# WORK TO BE COMPLETED
Your answer must be the records, copied with no change.

# AVAILABLE DATA
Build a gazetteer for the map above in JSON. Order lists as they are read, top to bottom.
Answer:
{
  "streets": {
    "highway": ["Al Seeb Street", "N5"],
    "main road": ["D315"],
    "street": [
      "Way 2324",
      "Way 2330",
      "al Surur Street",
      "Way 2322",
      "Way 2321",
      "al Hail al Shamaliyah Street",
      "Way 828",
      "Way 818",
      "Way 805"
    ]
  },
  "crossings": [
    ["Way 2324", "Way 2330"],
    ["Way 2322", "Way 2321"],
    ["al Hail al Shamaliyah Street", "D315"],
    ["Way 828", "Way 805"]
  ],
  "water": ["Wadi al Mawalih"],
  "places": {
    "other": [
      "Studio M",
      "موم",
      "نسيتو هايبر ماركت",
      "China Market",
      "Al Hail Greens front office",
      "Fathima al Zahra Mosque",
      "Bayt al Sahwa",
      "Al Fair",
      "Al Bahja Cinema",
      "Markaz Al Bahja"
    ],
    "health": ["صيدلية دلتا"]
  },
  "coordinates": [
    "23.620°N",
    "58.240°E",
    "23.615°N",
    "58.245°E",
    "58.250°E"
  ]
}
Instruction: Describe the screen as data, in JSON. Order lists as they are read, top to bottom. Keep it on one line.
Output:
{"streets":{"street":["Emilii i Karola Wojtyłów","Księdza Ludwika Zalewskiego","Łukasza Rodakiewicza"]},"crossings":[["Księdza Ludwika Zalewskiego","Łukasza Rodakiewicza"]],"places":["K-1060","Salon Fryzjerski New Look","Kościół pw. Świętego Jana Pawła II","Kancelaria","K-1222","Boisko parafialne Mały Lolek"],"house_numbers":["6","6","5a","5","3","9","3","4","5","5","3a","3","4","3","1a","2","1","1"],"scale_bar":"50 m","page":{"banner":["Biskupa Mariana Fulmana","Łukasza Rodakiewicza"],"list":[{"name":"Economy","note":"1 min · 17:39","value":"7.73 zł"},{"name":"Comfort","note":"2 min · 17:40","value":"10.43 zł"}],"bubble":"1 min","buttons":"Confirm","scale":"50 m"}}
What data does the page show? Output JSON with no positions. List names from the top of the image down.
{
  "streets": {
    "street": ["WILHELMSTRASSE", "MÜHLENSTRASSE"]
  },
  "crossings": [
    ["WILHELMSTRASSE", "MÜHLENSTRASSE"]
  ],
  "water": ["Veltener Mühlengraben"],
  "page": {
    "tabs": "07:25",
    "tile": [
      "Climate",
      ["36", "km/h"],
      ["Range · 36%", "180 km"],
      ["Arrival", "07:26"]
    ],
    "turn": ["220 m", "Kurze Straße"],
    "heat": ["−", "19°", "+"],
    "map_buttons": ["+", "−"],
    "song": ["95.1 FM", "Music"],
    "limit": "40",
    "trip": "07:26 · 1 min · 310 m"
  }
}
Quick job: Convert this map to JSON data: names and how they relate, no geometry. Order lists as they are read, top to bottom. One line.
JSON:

# ANSWER FOR THE TASK
Build a gazetteer for the map above in JSON. Order lists as they are read, top to bottom.
Answer:
{
  "streets": {
    "highway": ["Al Seeb Street", "N5"],
    "main road": ["D315"],
    "street": [
      "Way 2324",
      "Way 2330",
      "al Surur Street",
      "Way 2322",
      "Way 2321",
      "al Hail al Shamaliyah Street",
      "Way 828",
      "Way 818",
      "Way 805"
    ]
  },
  "crossings": [
    ["Way 2324", "Way 2330"],
    ["Way 2322", "Way 2321"],
    ["al Hail al Shamaliyah Street", "D315"],
    ["Way 828", "Way 805"]
  ],
  "water": ["Wadi al Mawalih"],
  "places": {
    "other": [
      "Studio M",
      "موم",
      "نسيتو هايبر ماركت",
      "China Market",
      "Al Hail Greens front office",
      "Fathima al Zahra Mosque",
      "Bayt al Sahwa",
      "Al Fair",
      "Al Bahja Cinema",
      "Markaz Al Bahja"
    ],
    "health": ["صيدلية دلتا"]
  },
  "coordinates": [
    "23.620°N",
    "58.240°E",
    "23.615°N",
    "58.245°E",
    "58.250°E"
  ]
}
Instruction: Describe the screen as data, in JSON. Order lists as they are read, top to bottom. Keep it on one line.
Output:
{"streets":{"street":["Emilii i Karola Wojtyłów","Księdza Ludwika Zalewskiego","Łukasza Rodakiewicza"]},"crossings":[["Księdza Ludwika Zalewskiego","Łukasza Rodakiewicza"]],"places":["K-1060","Salon Fryzjerski New Look","Kościół pw. Świętego Jana Pawła II","Kancelaria","K-1222","Boisko parafialne Mały Lolek"],"house_numbers":["6","6","5a","5","3","9","3","4","5","5","3a","3","4","3","1a","2","1","1"],"scale_bar":"50 m","page":{"banner":["Biskupa Mariana Fulmana","Łukasza Rodakiewicza"],"list":[{"name":"Economy","note":"1 min · 17:39","value":"7.73 zł"},{"name":"Comfort","note":"2 min · 17:40","value":"10.43 zł"}],"bubble":"1 min","buttons":"Confirm","scale":"50 m"}}
What data does the page show? Output JSON with no positions. List names from the top of the image down.
{
  "streets": {
    "street": ["WILHELMSTRASSE", "MÜHLENSTRASSE"]
  },
  "crossings": [
    ["WILHELMSTRASSE", "MÜHLENSTRASSE"]
  ],
  "water": ["Veltener Mühlengraben"],
  "page": {
    "tabs": "07:25",
    "tile": [
      "Climate",
      ["36", "km/h"],
      ["Range · 36%", "180 km"],
      ["Arrival", "07:26"]
    ],
    "turn": ["220 m", "Kurze Straße"],
    "heat": ["−", "19°", "+"],
    "map_buttons": ["+", "−"],
    "song": ["95.1 FM", "Music"],
    "limit": "40",
    "trip": "07:26 · 1 min · 310 m"
  }
}
Quick job: Convert this map to JSON data: names and how they relate, no geometry. Order lists as they are read, top to bottom. One line.
JSON:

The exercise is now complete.